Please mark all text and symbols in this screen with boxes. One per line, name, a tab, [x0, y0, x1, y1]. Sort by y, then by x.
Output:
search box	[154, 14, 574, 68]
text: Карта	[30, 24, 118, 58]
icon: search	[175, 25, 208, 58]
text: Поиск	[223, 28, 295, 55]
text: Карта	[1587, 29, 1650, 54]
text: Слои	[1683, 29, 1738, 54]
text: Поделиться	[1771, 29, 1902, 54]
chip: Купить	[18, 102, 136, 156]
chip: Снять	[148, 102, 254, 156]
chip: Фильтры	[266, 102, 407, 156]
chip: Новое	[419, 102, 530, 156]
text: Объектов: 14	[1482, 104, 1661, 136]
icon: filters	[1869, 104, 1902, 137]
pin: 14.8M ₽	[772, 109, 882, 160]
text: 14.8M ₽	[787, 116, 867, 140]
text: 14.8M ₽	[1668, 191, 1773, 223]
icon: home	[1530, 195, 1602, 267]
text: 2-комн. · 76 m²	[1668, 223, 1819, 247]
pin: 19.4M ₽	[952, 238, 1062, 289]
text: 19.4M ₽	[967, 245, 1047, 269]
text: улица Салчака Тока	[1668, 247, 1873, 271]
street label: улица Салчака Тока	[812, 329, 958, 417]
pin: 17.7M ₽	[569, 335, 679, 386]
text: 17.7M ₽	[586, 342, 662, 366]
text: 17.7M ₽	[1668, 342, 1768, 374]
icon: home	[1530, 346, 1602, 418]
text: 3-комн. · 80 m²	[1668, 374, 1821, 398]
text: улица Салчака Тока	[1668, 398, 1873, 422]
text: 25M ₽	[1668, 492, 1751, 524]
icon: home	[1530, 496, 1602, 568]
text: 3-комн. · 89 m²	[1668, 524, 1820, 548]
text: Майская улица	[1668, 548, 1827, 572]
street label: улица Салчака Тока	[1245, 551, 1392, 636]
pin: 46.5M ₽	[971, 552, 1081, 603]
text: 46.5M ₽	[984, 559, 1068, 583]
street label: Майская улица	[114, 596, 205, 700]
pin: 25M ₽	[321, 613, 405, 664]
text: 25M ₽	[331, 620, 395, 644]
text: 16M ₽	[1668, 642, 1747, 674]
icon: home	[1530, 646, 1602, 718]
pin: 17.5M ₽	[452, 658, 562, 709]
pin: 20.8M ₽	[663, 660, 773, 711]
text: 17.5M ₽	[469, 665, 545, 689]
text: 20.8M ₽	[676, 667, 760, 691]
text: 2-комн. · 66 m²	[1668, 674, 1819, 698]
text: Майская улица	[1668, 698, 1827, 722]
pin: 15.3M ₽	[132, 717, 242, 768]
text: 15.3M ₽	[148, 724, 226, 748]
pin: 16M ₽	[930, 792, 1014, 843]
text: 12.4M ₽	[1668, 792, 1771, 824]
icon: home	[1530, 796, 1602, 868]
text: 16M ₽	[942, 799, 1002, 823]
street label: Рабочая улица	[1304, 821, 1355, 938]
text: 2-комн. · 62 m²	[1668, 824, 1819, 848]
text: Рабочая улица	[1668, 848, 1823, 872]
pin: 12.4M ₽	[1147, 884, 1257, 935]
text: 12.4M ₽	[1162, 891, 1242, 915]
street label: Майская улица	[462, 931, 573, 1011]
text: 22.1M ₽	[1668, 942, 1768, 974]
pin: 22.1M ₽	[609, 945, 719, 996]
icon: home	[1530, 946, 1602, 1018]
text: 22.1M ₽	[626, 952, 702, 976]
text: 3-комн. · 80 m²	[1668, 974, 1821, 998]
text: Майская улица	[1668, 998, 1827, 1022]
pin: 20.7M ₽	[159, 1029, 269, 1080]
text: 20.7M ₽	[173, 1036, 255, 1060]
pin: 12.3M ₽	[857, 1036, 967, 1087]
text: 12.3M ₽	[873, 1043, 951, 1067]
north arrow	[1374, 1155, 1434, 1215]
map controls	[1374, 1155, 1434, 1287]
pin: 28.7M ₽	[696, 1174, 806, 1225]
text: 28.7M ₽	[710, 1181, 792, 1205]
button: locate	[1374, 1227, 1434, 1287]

○ ○ ○ ○ ○

- TASK STATEMENT -
From the records above, extract every entry exactly as given.

- TASK RESULT -
Please mark all text and symbols in this screen with boxes. One per line, name, a tab, [x0, y0, x1, y1]. Sort by y, then by x.
Output:
search box	[154, 14, 574, 68]
text: Карта	[30, 24, 118, 58]
icon: search	[175, 25, 208, 58]
text: Поиск	[223, 28, 295, 55]
text: Карта	[1587, 29, 1650, 54]
text: Слои	[1683, 29, 1738, 54]
text: Поделиться	[1771, 29, 1902, 54]
chip: Купить	[18, 102, 136, 156]
chip: Снять	[148, 102, 254, 156]
chip: Фильтры	[266, 102, 407, 156]
chip: Новое	[419, 102, 530, 156]
text: Объектов: 14	[1482, 104, 1661, 136]
icon: filters	[1869, 104, 1902, 137]
pin: 14.8M ₽	[772, 109, 882, 160]
text: 14.8M ₽	[787, 116, 867, 140]
text: 14.8M ₽	[1668, 191, 1773, 223]
icon: home	[1530, 195, 1602, 267]
text: 2-комн. · 76 m²	[1668, 223, 1819, 247]
pin: 19.4M ₽	[952, 238, 1062, 289]
text: 19.4M ₽	[967, 245, 1047, 269]
text: улица Салчака Тока	[1668, 247, 1873, 271]
street label: улица Салчака Тока	[812, 329, 958, 417]
pin: 17.7M ₽	[569, 335, 679, 386]
text: 17.7M ₽	[586, 342, 662, 366]
text: 17.7M ₽	[1668, 342, 1768, 374]
icon: home	[1530, 346, 1602, 418]
text: 3-комн. · 80 m²	[1668, 374, 1821, 398]
text: улица Салчака Тока	[1668, 398, 1873, 422]
text: 25M ₽	[1668, 492, 1751, 524]
icon: home	[1530, 496, 1602, 568]
text: 3-комн. · 89 m²	[1668, 524, 1820, 548]
text: Майская улица	[1668, 548, 1827, 572]
street label: улица Салчака Тока	[1245, 551, 1392, 636]
pin: 46.5M ₽	[971, 552, 1081, 603]
text: 46.5M ₽	[984, 559, 1068, 583]
street label: Майская улица	[114, 596, 205, 700]
pin: 25M ₽	[321, 613, 405, 664]
text: 25M ₽	[331, 620, 395, 644]
text: 16M ₽	[1668, 642, 1747, 674]
icon: home	[1530, 646, 1602, 718]
pin: 17.5M ₽	[452, 658, 562, 709]
pin: 20.8M ₽	[663, 660, 773, 711]
text: 17.5M ₽	[469, 665, 545, 689]
text: 20.8M ₽	[676, 667, 760, 691]
text: 2-комн. · 66 m²	[1668, 674, 1819, 698]
text: Майская улица	[1668, 698, 1827, 722]
pin: 15.3M ₽	[132, 717, 242, 768]
text: 15.3M ₽	[148, 724, 226, 748]
pin: 16M ₽	[930, 792, 1014, 843]
text: 12.4M ₽	[1668, 792, 1771, 824]
icon: home	[1530, 796, 1602, 868]
text: 16M ₽	[942, 799, 1002, 823]
street label: Рабочая улица	[1304, 821, 1355, 938]
text: 2-комн. · 62 m²	[1668, 824, 1819, 848]
text: Рабочая улица	[1668, 848, 1823, 872]
pin: 12.4M ₽	[1147, 884, 1257, 935]
text: 12.4M ₽	[1162, 891, 1242, 915]
street label: Майская улица	[462, 931, 573, 1011]
text: 22.1M ₽	[1668, 942, 1768, 974]
pin: 22.1M ₽	[609, 945, 719, 996]
icon: home	[1530, 946, 1602, 1018]
text: 22.1M ₽	[626, 952, 702, 976]
text: 3-комн. · 80 m²	[1668, 974, 1821, 998]
text: Майская улица	[1668, 998, 1827, 1022]
pin: 20.7M ₽	[159, 1029, 269, 1080]
text: 20.7M ₽	[173, 1036, 255, 1060]
pin: 12.3M ₽	[857, 1036, 967, 1087]
text: 12.3M ₽	[873, 1043, 951, 1067]
north arrow	[1374, 1155, 1434, 1215]
map controls	[1374, 1155, 1434, 1287]
pin: 28.7M ₽	[696, 1174, 806, 1225]
text: 28.7M ₽	[710, 1181, 792, 1205]
button: locate	[1374, 1227, 1434, 1287]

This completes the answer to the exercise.